*EXERCISE AIM*: Each record below should be set down exactly.

Saved data entries
# # # #
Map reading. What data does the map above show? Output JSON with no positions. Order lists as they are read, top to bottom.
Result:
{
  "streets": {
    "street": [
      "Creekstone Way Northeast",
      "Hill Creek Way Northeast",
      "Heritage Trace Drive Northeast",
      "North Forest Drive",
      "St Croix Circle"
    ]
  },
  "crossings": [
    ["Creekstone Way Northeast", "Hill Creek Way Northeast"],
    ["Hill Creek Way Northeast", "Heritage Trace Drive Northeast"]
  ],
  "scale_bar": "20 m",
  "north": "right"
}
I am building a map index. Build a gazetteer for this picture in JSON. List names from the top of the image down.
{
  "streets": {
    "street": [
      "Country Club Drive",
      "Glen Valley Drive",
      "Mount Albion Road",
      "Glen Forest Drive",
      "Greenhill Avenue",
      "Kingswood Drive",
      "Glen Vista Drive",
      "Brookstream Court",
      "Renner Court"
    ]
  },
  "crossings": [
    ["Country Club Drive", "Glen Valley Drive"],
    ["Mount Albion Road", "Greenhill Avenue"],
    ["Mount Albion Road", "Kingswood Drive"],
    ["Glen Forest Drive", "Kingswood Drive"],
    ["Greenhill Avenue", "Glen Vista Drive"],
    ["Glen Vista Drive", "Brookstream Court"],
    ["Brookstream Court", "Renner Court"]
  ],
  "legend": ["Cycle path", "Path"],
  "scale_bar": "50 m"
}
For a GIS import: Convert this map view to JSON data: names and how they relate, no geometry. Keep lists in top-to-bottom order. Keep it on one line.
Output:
# # # #
*EXERCISE RESPONSE*:
Map reading. What data does the map above show? Output JSON with no positions. Order lists as they are read, top to bottom.
Result:
{
  "streets": {
    "street": [
      "Creekstone Way Northeast",
      "Hill Creek Way Northeast",
      "Heritage Trace Drive Northeast",
      "North Forest Drive",
      "St Croix Circle"
    ]
  },
  "crossings": [
    ["Creekstone Way Northeast", "Hill Creek Way Northeast"],
    ["Hill Creek Way Northeast", "Heritage Trace Drive Northeast"]
  ],
  "scale_bar": "20 m",
  "north": "right"
}
I am building a map index. Build a gazetteer for this picture in JSON. List names from the top of the image down.
{
  "streets": {
    "street": [
      "Country Club Drive",
      "Glen Valley Drive",
      "Mount Albion Road",
      "Glen Forest Drive",
      "Greenhill Avenue",
      "Kingswood Drive",
      "Glen Vista Drive",
      "Brookstream Court",
      "Renner Court"
    ]
  },
  "crossings": [
    ["Country Club Drive", "Glen Valley Drive"],
    ["Mount Albion Road", "Greenhill Avenue"],
    ["Mount Albion Road", "Kingswood Drive"],
    ["Glen Forest Drive", "Kingswood Drive"],
    ["Greenhill Avenue", "Glen Vista Drive"],
    ["Glen Vista Drive", "Brookstream Court"],
    ["Brookstream Court", "Renner Court"]
  ],
  "legend": ["Cycle path", "Path"],
  "scale_bar": "50 m"
}
For a GIS import: Convert this map view to JSON data: names and how they relate, no geometry. Keep lists in top-to-bottom order. Keep it on one line.
Output:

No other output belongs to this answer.